▶ **Work order**
Copy every line from the records below that carries the word "played".

==================================================

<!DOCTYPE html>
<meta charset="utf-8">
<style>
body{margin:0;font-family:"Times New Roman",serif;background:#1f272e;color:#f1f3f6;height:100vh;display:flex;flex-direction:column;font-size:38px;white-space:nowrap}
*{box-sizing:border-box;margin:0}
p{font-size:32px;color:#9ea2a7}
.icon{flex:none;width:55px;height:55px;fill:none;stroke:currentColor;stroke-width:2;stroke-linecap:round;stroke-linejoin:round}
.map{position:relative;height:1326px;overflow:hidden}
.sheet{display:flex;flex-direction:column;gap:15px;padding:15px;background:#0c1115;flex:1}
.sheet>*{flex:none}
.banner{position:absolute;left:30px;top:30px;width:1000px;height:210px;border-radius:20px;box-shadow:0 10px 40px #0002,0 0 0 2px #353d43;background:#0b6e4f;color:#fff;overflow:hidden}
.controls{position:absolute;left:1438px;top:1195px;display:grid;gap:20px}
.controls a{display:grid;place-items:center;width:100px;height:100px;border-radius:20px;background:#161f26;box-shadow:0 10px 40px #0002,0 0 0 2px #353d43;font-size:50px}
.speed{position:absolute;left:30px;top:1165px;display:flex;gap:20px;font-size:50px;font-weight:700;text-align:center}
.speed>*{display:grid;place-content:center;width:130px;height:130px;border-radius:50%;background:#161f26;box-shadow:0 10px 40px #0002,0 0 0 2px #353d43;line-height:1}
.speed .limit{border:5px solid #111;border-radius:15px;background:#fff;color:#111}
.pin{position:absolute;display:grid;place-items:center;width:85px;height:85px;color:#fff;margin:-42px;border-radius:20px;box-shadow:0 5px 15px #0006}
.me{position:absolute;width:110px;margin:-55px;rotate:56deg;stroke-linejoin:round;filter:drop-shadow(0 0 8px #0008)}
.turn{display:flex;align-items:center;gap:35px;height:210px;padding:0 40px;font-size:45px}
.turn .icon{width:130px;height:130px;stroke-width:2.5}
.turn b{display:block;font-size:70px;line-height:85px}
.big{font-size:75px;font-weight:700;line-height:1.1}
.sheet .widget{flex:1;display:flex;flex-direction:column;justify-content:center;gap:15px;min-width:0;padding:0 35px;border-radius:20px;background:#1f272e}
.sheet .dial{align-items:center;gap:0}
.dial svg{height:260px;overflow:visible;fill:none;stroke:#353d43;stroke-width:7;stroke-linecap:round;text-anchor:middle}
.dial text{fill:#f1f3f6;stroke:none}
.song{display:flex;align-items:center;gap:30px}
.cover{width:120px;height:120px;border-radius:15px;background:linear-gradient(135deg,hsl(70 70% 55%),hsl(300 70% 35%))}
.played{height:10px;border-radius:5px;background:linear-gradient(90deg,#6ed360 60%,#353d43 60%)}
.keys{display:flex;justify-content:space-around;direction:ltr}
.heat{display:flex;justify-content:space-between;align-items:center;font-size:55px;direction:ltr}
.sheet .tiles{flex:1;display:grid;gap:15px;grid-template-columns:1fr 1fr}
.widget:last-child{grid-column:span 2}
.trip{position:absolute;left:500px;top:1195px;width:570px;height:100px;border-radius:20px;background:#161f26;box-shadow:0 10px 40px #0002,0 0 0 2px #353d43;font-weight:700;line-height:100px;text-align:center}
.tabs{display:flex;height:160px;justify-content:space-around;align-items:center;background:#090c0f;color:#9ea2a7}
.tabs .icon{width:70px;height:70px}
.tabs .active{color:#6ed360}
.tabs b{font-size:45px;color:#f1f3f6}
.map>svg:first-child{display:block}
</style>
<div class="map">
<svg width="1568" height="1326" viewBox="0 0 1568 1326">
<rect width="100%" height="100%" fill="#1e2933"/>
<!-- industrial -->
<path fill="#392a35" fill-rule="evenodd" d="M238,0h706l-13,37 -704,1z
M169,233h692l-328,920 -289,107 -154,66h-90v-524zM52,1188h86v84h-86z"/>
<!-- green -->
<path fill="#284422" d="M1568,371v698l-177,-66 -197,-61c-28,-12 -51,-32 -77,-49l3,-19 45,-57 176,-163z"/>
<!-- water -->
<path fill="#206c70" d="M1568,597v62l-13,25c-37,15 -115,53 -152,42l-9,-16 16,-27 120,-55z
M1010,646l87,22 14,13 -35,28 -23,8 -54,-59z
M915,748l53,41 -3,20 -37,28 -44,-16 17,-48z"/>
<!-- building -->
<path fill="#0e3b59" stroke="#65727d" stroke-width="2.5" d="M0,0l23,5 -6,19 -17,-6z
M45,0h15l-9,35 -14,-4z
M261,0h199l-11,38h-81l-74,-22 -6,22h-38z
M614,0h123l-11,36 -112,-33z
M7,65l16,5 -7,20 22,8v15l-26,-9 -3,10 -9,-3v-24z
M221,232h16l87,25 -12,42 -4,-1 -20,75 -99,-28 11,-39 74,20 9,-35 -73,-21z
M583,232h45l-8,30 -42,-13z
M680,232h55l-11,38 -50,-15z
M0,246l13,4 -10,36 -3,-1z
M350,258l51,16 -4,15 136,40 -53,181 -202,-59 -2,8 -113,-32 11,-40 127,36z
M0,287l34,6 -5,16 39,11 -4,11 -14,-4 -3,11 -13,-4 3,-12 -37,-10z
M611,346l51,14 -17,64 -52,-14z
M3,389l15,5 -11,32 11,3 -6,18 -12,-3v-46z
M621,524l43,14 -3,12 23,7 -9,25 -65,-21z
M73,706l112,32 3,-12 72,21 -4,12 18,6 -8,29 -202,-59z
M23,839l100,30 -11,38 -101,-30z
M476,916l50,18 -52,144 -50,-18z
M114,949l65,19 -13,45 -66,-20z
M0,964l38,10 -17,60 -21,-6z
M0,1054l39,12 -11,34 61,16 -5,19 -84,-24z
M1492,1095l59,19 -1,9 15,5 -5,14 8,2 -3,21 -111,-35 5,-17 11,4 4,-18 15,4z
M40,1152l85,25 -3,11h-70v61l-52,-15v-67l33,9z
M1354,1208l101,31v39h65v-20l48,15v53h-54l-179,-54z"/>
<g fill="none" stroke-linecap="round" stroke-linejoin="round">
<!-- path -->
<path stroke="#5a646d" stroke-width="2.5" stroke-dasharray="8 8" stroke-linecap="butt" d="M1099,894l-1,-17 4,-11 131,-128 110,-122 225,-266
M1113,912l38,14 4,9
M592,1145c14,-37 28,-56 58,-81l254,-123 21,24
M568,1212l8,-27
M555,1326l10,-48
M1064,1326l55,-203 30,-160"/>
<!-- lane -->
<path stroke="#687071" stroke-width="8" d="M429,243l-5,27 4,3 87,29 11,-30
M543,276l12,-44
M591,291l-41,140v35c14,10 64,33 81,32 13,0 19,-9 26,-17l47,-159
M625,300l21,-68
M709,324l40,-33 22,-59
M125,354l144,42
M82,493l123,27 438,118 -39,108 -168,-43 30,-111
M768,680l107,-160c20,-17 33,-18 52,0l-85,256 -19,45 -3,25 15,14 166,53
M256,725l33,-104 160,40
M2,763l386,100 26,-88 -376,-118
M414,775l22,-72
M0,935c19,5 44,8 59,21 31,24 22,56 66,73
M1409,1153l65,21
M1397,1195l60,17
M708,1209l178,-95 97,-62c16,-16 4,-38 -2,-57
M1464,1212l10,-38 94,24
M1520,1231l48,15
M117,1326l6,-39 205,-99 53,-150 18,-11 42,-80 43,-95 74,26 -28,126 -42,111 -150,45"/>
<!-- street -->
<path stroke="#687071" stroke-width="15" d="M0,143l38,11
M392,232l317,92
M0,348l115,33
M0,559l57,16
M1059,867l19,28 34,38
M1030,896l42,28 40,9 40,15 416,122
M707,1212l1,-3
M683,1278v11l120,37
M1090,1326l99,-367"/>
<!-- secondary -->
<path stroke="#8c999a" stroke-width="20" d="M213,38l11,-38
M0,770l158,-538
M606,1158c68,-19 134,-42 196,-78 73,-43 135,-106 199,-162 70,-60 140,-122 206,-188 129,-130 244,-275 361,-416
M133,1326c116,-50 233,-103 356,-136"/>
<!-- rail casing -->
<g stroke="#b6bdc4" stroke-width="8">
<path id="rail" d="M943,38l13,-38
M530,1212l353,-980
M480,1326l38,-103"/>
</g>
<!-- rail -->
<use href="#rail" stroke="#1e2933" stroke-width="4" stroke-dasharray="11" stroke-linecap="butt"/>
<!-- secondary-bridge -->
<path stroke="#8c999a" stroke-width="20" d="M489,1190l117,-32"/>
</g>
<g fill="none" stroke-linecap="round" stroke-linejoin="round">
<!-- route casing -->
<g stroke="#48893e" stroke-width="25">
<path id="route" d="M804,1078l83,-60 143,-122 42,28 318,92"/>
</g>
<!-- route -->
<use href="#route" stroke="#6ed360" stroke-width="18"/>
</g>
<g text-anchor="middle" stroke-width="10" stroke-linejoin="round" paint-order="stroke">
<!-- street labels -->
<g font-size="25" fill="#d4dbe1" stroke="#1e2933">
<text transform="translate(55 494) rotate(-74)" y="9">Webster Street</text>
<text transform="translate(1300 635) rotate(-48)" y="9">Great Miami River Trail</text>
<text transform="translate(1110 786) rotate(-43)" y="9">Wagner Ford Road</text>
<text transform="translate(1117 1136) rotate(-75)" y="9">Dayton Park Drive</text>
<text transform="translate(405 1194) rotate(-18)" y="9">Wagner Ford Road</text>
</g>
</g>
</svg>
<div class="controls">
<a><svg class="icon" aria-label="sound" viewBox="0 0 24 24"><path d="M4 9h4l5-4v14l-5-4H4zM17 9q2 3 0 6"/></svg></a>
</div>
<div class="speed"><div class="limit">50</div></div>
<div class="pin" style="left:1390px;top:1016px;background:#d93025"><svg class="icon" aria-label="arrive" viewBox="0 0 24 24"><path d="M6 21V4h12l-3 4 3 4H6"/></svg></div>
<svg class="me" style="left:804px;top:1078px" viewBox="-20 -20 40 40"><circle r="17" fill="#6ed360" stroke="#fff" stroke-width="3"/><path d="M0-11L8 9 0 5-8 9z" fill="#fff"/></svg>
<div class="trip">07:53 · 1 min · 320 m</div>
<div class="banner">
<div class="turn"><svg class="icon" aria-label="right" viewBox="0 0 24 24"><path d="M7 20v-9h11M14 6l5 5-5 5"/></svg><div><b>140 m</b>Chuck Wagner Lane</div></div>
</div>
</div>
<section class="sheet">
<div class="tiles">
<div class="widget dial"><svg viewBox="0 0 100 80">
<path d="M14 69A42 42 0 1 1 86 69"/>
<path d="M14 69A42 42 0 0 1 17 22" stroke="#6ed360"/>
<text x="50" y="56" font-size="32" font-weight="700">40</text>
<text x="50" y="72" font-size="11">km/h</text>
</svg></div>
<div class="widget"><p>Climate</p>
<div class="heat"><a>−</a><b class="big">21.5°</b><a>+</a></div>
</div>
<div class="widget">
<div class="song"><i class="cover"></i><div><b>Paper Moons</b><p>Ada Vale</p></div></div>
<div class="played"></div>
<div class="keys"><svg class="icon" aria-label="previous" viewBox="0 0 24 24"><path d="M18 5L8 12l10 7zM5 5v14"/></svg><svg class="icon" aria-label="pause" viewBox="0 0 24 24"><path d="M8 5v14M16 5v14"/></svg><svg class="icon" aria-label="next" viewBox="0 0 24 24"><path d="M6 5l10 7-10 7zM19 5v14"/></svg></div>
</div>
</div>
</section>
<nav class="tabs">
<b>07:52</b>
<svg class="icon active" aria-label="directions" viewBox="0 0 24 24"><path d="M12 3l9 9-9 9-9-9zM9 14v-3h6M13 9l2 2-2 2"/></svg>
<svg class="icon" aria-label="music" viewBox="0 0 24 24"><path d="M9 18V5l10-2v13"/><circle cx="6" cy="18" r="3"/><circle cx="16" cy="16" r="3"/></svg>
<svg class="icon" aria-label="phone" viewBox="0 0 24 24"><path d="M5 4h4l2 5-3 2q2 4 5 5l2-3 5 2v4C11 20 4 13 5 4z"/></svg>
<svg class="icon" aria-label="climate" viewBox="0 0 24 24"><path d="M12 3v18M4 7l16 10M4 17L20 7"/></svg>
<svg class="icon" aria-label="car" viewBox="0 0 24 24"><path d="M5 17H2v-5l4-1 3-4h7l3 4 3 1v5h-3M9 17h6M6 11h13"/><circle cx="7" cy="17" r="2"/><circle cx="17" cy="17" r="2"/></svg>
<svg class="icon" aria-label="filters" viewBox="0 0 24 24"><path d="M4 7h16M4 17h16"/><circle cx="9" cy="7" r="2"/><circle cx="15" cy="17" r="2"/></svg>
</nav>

==================================================

▶ **Solution**
.played{height:10px;border-radius:5px;background:linear-gradient(90deg,#6ed360 60%,#353d43 60%)}
<div class="played"></div>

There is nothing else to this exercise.